After spending most of last weekend in lab, it has felt awesome to spend this Saturday mostly at home, just putzing around. A hot bath and "Country Living" magazine, a stretchy round of yoga followed up with coffee. . . Oh man does it feel good, even if it's just a brief respite.

As I may have stated before on here, I'm an INFP. INFP is a personality classification that, in this case, stands for Introverted iNtuitive Feeling Perceiving. This, of course, makes me sound like kindof a wishy-washy, wussy type. Then again, is that such a bad thing? Anyway, I'm most definitely an INFP whether I like it or not. I was perusing a facebook page for INFP's today, and stumbled across two key statements in the careers section that gave me that "slap up side the head, DUH" feeling:

I do not enjoy the detail (of research)...and that makes me feel lazy, which I am not, I have ridiculous amounts of energy, but ONLY for the things i am passionate in.


I think in general, since us INFPs are such imaginative people, there are many things we would like to do, and for some of us it's hard to decide or let go of our "ideal" career (that is not our thing.)


Man, I feel that way alot, and it sure does help to know I'm not alone on it. Reading about INFP's, I get the sense that I might not be specifically "built" for doing research, but that perhaps I'm stretching myself to see just how far I can go. And then I think, oh man, what am I doing trying to be something so different from myself? And then my brain reminds me that there is value in stretching yourself beyond your perceived limits. This thought entered my head:

"Humans take swimming lessons even though they aren't fish"

I mean, compared to fish, we will always suck royally at swimming. We aren't even really aquatic animals (aquatic ape theory aside). And yet, there's value in learning how to swim, unnatural as it may seem. I've been stuck with alot of drowning imagery in regards to my PhD work, and so maybe this will be a more valuable, positive way to think of it.

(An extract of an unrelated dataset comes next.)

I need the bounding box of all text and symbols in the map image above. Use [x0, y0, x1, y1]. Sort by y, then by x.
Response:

Maybe I'm a human swimming with fishes, but I'm still swimming, not drowning.

Ok, back to cleaning up the apartment, just a little.

1/05/2009

January just isn’t my favorite month. Ok, aside from my lil’ sis being born in it. I think the most positive thing I can remember about January was when I was in undergrad and, after a long, boring time at home in WV I couldn’t wait to get back to Hiram.

After all the fuss, the parties of the holiday season, January’s kindof a letdown, isn’t it? I mean, looking forward to the New Year was great because you could see all the great things you could do in the next year. . . but without having to actually DO them.

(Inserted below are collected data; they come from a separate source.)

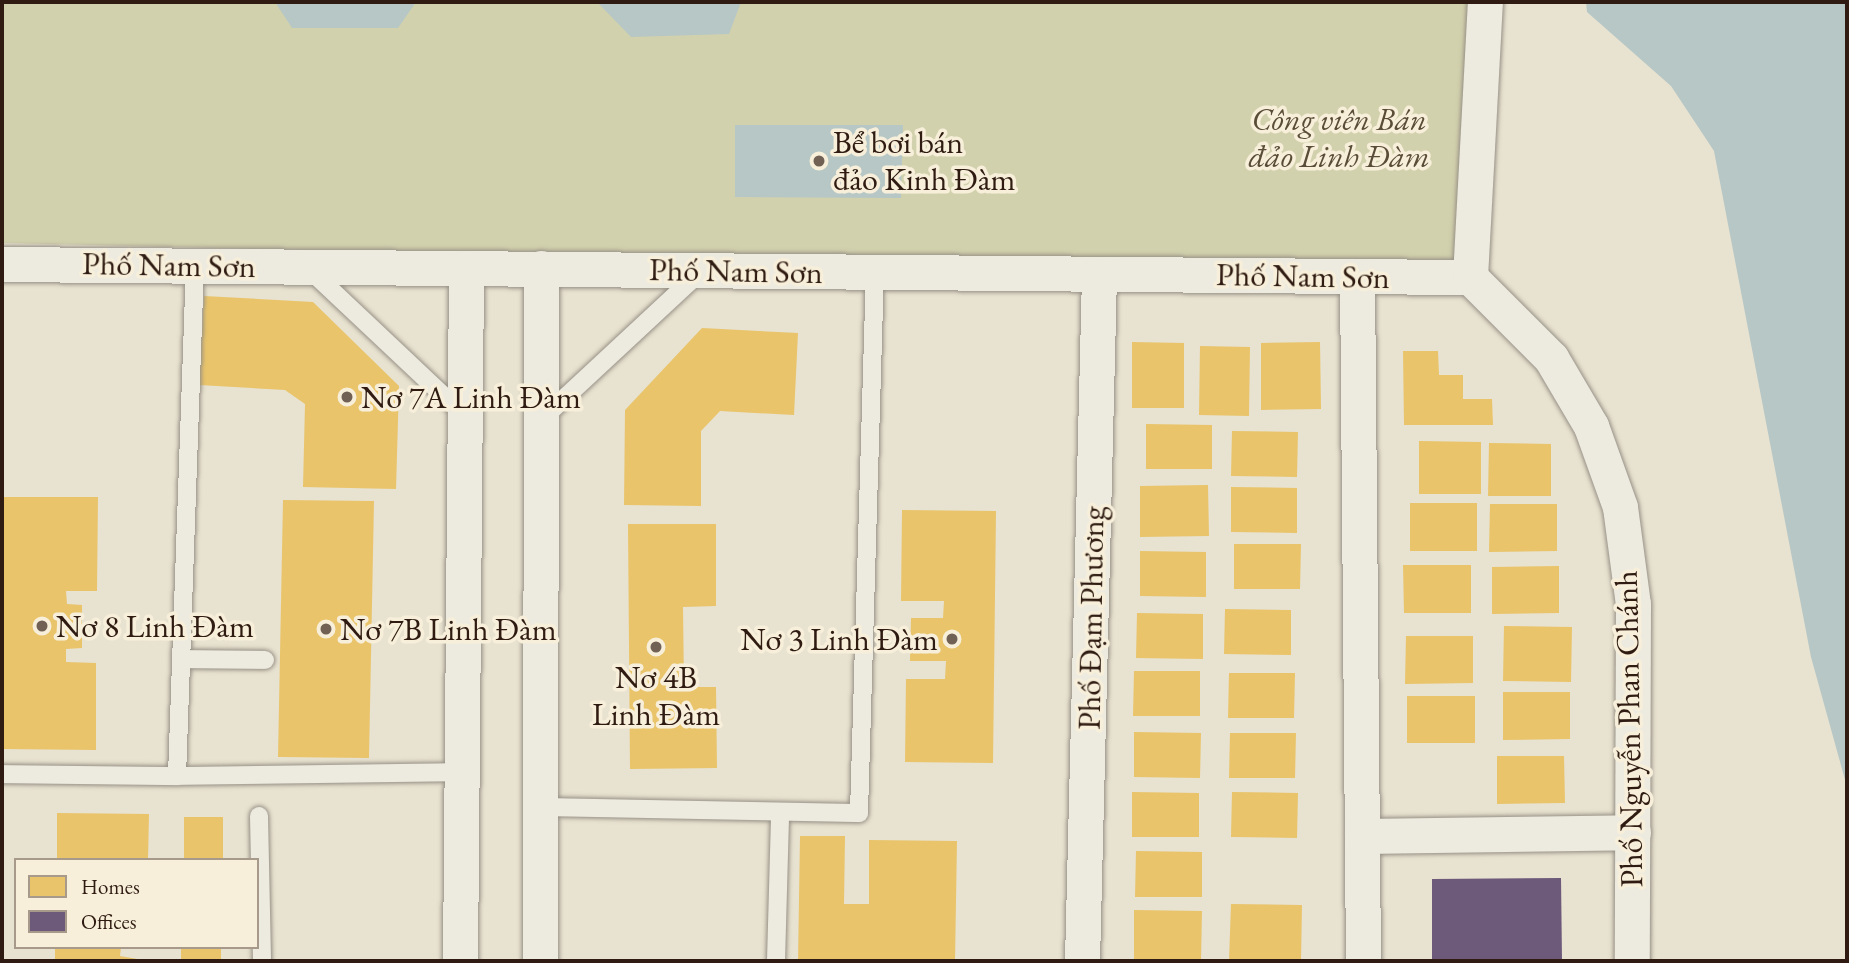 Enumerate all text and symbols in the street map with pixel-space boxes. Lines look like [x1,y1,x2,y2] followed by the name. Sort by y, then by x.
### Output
[1248,101,1430,176] park label: Công viên Bán đảo Linh Đàm
[833,124,1015,199] place label: Bể bơi bán đảo Kinh Đàm
[811,153,827,169] marker: Bể bơi bán đảo Kinh Đàm
[82,244,256,286] street label: Phố Nam Sơn
[649,250,823,292] street label: Phố Nam Sơn
[1216,255,1390,297] street label: Phố Nam Sơn
[361,378,581,416] place label: Nơ 7A Linh Đàm
[339,389,355,405] marker: Nơ 7A Linh Đàm
[1070,506,1112,730] street label: Phố Đạm Phương
[1607,570,1651,888] street label: Phố Nguyễn Phan Chánh
[56,607,254,645] place label: Nơ 8 Linh Đàm
[340,610,557,648] place label: Nơ 7B Linh Đàm
[34,618,50,634] marker: Nơ 8 Linh Đàm
[740,620,938,658] place label: Nơ 3 Linh Đàm
[318,621,334,637] marker: Nơ 7B Linh Đàm
[944,631,960,647] marker: Nơ 3 Linh Đàm
[648,639,664,655] marker: Nơ 4B Linh Đàm
[592,659,720,734] place label: Nơ 4B Linh Đàm
[14,858,259,949] legend
[81,873,140,900] text: Homes
[81,908,136,935] text: Offices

Frankly, January—and February for that matter—are my least favorite months of the year. Especially in Wisconsin, it’s just two months of cold and snow that I have to bear out to get to Spring. Although Spring doesn’t come in March, really, but still.

And I guess with the last three paragraphs I’ve kicked around, what I’m trying to say is that I don’t like living in this month or the next. I mean, geez, I know that there are all these amazing things ahead this year for us. The Obama presidency for one! Signs are looking good for Andy to graduate this year, which is a huge awesome thing.

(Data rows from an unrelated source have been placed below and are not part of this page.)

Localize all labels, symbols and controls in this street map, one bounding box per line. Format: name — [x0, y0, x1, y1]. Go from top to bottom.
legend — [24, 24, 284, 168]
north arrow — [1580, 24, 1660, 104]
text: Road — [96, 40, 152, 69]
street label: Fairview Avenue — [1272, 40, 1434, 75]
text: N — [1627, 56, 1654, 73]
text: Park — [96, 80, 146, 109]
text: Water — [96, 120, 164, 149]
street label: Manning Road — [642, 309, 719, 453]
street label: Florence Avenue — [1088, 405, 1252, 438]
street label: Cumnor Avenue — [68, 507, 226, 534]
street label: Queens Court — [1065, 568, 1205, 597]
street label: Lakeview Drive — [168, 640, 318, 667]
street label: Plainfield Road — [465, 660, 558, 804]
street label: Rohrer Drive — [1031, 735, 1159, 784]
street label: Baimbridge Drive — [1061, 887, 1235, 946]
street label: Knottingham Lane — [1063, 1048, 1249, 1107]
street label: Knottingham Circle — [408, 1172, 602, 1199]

What I’m struggling with is where I fit in to 2009. Will I finish my PhD this year? Will I find a job? What path am I going to take? Is it going to be Academia? Biotech? Clinical? Am I going to leave the bench entirely and just write or be a florist or something? Yeah, here’s 2009 in a nutshell for me, currently:

???

It should be exciting. Oh heck, it WILL be exciting. But for right now it kindof makes me, well, ill with the uncertainy of it. Truth is, I really like to be in control of everything, even though that’s impossible. And it’s silly because all of this will bear out one way or another, and it will very likely turn out just fine. Maybe it’s just the immensity of it all, because this year is a transitional year, and I just can’t figure out where I fit into it yet.

Oh well, it will be March before I know it.